The response should contain only those lines of the entries below that include the string "number".

(Dataset excerpts)
• • • • • • •
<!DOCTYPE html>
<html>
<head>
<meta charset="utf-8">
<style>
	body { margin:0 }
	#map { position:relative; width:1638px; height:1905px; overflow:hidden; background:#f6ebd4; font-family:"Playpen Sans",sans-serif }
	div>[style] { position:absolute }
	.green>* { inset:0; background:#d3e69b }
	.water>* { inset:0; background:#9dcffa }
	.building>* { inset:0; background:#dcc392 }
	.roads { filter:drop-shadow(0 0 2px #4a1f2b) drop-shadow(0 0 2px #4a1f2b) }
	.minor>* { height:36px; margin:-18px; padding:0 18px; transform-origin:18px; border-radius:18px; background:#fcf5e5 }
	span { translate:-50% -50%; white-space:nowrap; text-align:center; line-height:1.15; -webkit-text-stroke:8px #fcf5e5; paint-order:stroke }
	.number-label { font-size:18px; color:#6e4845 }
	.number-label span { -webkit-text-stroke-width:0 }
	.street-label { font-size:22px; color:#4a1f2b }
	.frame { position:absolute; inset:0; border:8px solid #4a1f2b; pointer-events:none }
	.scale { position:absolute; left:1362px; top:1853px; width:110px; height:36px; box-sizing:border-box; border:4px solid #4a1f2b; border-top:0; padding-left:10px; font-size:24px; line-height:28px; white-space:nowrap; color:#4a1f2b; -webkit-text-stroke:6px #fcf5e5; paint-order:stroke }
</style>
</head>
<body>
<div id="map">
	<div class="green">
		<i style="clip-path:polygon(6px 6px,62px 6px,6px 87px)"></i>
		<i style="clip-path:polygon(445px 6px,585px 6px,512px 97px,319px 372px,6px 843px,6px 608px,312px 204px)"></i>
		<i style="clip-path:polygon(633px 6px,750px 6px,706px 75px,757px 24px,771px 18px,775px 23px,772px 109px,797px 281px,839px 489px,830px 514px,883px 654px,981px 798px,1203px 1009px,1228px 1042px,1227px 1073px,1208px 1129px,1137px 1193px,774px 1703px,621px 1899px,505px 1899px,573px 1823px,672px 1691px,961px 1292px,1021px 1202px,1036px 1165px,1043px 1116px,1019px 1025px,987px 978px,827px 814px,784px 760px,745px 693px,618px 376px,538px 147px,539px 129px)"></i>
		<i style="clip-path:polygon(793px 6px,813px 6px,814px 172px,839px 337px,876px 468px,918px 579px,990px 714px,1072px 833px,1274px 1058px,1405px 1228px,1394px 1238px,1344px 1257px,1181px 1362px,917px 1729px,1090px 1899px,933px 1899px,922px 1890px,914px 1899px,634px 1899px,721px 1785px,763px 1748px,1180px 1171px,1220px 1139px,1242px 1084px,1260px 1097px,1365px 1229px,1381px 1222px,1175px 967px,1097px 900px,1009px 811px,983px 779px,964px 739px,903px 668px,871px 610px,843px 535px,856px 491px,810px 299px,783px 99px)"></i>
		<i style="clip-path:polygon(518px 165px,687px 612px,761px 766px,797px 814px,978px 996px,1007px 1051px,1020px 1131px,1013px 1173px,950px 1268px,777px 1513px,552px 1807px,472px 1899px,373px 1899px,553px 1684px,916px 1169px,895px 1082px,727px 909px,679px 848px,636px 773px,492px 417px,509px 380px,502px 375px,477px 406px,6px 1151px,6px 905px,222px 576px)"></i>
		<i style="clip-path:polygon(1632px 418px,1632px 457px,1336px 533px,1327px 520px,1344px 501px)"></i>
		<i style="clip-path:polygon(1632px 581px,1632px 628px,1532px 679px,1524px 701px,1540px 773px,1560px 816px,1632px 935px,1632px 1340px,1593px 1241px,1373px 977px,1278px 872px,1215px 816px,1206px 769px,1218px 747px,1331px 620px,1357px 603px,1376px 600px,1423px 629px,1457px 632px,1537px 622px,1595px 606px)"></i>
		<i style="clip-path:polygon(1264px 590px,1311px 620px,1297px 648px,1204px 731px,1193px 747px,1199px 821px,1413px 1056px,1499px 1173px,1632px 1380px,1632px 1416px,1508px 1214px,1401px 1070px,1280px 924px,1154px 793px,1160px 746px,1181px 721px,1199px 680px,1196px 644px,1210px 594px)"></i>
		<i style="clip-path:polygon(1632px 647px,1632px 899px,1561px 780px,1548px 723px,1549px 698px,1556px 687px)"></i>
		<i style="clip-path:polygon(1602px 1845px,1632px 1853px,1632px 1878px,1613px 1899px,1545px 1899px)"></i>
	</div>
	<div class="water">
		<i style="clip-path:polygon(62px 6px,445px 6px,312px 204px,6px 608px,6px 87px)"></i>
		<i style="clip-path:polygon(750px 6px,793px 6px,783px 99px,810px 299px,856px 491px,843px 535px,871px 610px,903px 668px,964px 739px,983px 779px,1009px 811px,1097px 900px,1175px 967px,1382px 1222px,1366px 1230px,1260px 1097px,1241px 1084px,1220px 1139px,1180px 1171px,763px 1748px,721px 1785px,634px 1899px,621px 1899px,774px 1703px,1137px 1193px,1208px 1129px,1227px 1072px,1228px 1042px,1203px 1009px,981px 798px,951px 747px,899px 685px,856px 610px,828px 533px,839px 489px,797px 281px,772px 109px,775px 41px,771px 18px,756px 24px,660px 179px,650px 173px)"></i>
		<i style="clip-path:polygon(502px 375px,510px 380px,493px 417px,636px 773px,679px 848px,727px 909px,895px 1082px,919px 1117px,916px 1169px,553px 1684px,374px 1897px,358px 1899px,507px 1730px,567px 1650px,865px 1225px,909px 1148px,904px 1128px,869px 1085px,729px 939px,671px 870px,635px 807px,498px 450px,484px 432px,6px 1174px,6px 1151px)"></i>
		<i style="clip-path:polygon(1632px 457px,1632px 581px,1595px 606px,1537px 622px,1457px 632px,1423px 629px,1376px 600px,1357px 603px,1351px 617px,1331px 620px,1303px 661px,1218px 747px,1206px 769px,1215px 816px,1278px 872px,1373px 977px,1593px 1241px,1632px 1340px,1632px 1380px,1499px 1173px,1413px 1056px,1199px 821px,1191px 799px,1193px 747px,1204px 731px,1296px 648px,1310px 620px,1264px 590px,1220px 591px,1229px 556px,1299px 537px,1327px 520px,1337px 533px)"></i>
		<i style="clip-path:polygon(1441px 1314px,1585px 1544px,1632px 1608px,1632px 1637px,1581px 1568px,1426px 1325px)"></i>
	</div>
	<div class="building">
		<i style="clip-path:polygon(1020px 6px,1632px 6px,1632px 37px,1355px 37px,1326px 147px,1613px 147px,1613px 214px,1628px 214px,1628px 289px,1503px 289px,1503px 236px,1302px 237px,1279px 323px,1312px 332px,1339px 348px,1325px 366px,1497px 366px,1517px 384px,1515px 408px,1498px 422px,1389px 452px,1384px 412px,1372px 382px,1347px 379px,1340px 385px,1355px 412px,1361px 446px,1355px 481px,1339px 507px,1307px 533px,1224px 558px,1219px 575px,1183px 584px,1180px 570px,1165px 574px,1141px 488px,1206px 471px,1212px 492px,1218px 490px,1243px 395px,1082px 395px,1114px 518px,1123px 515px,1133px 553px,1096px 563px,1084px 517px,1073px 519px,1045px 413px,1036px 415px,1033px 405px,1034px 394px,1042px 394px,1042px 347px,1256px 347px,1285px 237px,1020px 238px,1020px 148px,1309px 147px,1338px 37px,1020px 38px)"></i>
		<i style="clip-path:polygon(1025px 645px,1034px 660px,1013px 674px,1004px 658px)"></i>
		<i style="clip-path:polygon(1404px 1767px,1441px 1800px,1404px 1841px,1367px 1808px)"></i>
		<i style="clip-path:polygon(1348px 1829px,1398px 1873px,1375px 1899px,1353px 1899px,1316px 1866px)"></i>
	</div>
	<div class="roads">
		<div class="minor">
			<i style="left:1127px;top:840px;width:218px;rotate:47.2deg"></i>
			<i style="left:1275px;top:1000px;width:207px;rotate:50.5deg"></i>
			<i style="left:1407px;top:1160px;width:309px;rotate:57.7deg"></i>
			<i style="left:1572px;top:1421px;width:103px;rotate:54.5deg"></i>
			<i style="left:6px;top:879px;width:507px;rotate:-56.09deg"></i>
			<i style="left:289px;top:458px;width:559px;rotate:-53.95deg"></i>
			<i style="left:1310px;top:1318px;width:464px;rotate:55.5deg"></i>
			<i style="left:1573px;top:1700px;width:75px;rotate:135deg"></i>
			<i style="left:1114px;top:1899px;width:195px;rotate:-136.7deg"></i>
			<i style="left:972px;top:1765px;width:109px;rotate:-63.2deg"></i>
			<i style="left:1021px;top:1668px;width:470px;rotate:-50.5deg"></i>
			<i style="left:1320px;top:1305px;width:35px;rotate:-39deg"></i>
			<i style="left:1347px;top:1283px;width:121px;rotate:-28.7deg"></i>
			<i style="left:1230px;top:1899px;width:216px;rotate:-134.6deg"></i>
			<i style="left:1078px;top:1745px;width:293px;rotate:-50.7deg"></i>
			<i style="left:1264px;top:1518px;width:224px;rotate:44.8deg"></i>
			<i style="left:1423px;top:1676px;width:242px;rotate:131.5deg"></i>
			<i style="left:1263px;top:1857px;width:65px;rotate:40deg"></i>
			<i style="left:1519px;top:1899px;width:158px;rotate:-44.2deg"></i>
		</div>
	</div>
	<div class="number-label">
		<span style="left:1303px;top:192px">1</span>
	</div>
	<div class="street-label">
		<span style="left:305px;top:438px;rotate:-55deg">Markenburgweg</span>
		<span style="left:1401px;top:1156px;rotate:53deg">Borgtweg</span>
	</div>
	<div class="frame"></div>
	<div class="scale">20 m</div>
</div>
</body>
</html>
• • • • • • •
Answer section:
	.number-label { font-size:18px; color:#6e4845 }
	.number-label span { -webkit-text-stroke-width:0 }
	<div class="number-label">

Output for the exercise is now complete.